CLG Ard an Rátha
- Founded:: 1921
- County:: Donegal
- Colours:: Green and yellow
- Grounds:: Pearse Memorial Park

Playing kits
| Standard colours |

Senior Club Championships
|  | All Ireland | Ulster champions | Donegal champions |
| Football: | - | - | 7 |

= CLG Ard an Rátha =

Donegal-based Gaelic games club

CLG Ard an Rátha is a GAA club based in Ardara in County Donegal. The Ard an Rátha in the club's title is the place name in Irish, while CLG refers to "GAA". They are one of the strongholds of Gaelic football in Donegal.

==History==
The club was founded on 21 October 1921.

One of their county's more successful teams, they have won the Donegal Senior Football Championship on 6 occasions. Their most recent success was in 2004.

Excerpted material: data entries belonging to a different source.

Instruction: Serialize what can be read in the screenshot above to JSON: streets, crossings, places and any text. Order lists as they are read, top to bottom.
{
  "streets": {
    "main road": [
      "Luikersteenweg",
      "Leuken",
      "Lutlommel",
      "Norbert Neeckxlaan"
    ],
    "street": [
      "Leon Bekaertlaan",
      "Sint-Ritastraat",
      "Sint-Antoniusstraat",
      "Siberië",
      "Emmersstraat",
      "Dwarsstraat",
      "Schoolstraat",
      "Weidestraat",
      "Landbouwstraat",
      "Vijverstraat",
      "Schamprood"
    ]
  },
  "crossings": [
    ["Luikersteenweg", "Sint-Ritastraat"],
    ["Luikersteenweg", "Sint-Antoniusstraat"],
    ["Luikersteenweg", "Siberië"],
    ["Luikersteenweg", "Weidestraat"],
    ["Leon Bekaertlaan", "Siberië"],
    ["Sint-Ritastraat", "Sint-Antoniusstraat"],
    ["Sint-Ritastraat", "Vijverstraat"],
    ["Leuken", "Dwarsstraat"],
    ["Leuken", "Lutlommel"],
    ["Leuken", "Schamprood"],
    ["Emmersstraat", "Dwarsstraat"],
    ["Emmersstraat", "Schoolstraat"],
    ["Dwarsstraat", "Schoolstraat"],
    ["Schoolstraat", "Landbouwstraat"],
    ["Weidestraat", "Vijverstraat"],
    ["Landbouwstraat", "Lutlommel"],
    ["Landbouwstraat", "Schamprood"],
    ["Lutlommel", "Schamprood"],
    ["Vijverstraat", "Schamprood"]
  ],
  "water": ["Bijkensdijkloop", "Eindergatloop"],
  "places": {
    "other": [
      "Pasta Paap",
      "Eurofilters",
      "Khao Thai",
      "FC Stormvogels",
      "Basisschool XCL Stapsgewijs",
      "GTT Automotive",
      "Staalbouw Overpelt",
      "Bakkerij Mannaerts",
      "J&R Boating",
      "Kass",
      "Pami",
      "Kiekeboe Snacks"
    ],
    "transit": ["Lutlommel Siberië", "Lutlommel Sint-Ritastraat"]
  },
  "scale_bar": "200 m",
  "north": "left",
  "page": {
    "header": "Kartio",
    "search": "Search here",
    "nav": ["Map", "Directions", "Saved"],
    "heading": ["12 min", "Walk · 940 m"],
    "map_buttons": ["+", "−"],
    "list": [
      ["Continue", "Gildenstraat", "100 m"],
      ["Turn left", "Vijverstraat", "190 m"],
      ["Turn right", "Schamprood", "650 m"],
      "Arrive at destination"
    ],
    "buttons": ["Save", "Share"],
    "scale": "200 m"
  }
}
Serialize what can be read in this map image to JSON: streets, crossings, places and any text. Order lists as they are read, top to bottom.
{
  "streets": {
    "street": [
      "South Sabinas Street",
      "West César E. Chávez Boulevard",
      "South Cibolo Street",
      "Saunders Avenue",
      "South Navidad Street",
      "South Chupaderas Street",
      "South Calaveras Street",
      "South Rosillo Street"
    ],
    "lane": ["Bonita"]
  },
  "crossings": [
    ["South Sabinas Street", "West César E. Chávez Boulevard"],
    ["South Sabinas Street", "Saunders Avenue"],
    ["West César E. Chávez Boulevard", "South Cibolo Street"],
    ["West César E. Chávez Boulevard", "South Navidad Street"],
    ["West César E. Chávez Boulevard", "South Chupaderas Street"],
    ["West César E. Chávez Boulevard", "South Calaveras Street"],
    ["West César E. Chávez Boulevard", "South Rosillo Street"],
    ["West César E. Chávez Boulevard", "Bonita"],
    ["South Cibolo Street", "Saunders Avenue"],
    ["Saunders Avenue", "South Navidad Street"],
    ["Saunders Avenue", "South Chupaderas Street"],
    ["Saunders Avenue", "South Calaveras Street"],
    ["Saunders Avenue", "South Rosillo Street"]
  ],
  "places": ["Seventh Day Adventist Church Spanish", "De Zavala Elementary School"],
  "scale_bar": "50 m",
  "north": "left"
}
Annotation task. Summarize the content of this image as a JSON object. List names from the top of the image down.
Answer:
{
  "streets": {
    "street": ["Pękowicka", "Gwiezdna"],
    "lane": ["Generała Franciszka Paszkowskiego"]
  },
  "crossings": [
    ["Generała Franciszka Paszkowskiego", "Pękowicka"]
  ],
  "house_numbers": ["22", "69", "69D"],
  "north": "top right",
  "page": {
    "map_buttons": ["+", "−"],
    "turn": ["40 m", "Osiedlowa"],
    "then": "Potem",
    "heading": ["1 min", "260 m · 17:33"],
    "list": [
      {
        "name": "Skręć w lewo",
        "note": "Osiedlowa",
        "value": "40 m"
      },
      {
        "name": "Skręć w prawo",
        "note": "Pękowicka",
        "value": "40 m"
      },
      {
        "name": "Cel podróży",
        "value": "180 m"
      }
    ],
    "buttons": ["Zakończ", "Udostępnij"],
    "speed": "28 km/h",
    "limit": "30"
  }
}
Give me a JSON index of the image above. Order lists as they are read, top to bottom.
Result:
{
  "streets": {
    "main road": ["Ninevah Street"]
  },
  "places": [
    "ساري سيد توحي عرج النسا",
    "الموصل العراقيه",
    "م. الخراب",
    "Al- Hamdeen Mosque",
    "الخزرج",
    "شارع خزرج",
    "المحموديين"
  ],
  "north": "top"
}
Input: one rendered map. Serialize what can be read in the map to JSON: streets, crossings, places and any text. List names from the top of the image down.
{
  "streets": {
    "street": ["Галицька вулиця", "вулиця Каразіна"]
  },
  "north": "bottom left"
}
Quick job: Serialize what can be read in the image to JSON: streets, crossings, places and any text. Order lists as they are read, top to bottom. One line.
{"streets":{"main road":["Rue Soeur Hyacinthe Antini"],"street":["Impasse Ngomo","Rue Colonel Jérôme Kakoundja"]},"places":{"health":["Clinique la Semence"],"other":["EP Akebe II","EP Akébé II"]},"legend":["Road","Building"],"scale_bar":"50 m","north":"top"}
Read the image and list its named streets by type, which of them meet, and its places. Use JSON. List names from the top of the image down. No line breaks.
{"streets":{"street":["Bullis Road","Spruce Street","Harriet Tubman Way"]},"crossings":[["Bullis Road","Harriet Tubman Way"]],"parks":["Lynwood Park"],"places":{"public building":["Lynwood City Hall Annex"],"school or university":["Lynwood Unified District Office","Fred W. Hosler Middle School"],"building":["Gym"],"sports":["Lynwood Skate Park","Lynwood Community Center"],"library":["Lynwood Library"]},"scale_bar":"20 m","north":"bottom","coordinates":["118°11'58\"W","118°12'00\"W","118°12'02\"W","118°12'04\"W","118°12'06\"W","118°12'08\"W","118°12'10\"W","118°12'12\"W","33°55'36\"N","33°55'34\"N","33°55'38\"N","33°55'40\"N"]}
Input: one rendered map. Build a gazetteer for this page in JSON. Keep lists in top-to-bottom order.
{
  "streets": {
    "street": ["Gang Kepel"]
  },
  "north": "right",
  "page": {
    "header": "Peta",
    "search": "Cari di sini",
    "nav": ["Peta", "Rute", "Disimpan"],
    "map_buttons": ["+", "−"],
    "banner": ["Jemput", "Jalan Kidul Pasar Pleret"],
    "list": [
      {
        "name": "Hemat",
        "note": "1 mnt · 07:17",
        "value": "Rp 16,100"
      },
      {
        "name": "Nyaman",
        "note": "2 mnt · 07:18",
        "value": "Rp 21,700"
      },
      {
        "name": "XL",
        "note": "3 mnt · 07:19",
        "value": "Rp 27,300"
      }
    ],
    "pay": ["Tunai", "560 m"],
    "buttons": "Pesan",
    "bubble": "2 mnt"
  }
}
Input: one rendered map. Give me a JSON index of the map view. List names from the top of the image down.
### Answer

The team is perhaps most famous at national level for being the home club of Anthony Molloy, the first Donegal senior captain to lift the Sam Maguire Cup.

Paddy McGrath, a member of the 2012 All-Ireland SFC winning county team, currently plays for them. McGrath, along with Ardara teammates Conor Classon and Peter McNelis, was part of the Donegal under-21 squad which qualified for the 2010 All-Ireland Under-21 Football Championship final.

In May 2013, the men's team were forbidden from entering the All-Ireland Gaeltacht.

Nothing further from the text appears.